I don't agree with the toughness comments about Wycombe High. I know a couple of teachers there and they are full of praise for the girls. I know girls who have gone there that a perfectly normal! just don't see what could possibly be wrong with the girls there that means you must be tough to get the most out of it. Why does that not apply to Beaconsfield High or Aylesbury High? I wondered if it was a covert comment about the ethnic minorities at the school.

Heathfield announced they were having day girls. I will check to see if they have changed their minds now the new Head is there. My experience has been that day girls do just as well as boarders as long as they are not a tiny minority when fitting in might be a problem.

bojorojo Sat 05-Nov-16 22:04:26

Heathfield has day girls. It is a flexible day. It is not weekly boarding. Have a look at their web site for details.

Zodlebud Sun 06-Nov-16 00:16:46

Heathfield is definitely introducing weekly boarding from September 2017 - it is in all their printed literature but I cannot see anything on their website yet.

HPFA Sun 06-Nov-16 07:04:12

Agree with *CookieDough" about St Helens and Cranford - I know someone whose DD is at Cranford and she says it is very nurturing. St Helens seems to have a great range of extra-curricula but a reputation for being very competitive.
Have you looked at Our Lady's in Abingdon - for me it doesn't have enough over a good state school for the investment but I know a few happy kids there and it seems to have a good balance between academics and pastoral care

morningtoncrescent62 Mon 07-Nov-16 13:54:41

My nieces went to Pipers and did better than my sister had hoped for when they were 11 if that makes sense - they were very different girls, so they didn't emerge with identical academic results, but they all did well, they all loved their time at school, and were well-prepared and qualified for what they wanted to do next. Plus they emerged as confident, grounded, compassionate young women with a zest for life. I don't live in the area myself so I can't comment on any of the other schools.

Katelocks Mon 07-Nov-16 14:32:35

This is all very encouraging, especially about Pipers. Thanks for your help.

I've heard that Our Lady's in Abingdon is a lovely school and my DD is RC so it is a possibility but I'm currently set on all-girls.

I suppose my remaining concern is that my daughter will muck around a bit if she's not in a more academic school but on the other hand, I know that you need to be happy and feel supported to do well.

It's a difficult choice but I appreciate all the comments.

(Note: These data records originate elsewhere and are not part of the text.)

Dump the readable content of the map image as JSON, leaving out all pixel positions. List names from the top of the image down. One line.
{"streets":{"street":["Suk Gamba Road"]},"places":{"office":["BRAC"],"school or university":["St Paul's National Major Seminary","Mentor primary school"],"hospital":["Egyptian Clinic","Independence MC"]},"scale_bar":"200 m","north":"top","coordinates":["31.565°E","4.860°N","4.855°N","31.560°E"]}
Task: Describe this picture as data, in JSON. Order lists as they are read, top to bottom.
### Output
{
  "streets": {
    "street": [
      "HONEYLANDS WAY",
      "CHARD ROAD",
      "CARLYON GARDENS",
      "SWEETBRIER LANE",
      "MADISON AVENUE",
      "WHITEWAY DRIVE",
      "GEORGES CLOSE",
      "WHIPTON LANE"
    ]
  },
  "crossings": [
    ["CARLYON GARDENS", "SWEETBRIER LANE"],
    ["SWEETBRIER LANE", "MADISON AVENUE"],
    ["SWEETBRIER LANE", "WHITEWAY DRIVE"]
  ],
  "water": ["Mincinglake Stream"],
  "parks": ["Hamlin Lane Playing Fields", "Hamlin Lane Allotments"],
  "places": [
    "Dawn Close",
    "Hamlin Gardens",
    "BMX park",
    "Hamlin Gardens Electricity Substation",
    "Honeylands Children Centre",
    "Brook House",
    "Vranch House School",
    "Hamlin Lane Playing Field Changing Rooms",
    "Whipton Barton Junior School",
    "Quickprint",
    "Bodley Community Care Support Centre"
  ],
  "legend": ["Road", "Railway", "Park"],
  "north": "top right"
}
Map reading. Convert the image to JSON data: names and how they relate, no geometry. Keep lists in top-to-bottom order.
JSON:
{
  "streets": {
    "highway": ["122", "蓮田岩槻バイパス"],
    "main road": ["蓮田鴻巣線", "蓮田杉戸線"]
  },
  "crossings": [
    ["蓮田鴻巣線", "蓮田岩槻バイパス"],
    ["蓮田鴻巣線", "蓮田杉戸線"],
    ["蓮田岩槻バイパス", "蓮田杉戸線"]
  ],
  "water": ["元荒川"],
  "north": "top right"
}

They have been very helpful.

Katelocks Mon 07-Nov-16 14:39:38

Also should have added that I hope the comment about Wycombe High and being a tough environment was nothing to do with ethnic minorities. My daughter is mixed race but that obviously has nothing to do with personality.

I did the 12+, as it was, and got a place at Wycombe High but my parents ended up moving so I went to another similar all girls large grammar school. You did have to be tough though because unless you stood out academically, sporting ability or for bad behaviour (!), you were just a number and lost in the sea of pupils. I think that's why the previous tough comment resonated with me as I could believe it from my own experience.

bojorojo Tue 08-Nov-16 14:11:17

I do not equate needing to be 'tough' as what you need to be if you are not particularly sporty or very very bright. Obviously at a large school, this is the majority of pupils who gain a lot from the school and are not also rans in the midst of sporting or academic genius. This view is simply unjustified. Wycombe High is pretty benign and really does not need 'tough' pupils at all. I do think delicate flower type children whose parents have money can avoid larger schools with larger classes but, academics-wise, Pipers is not Wycombe High. Personally I think there is benefit in being resilient.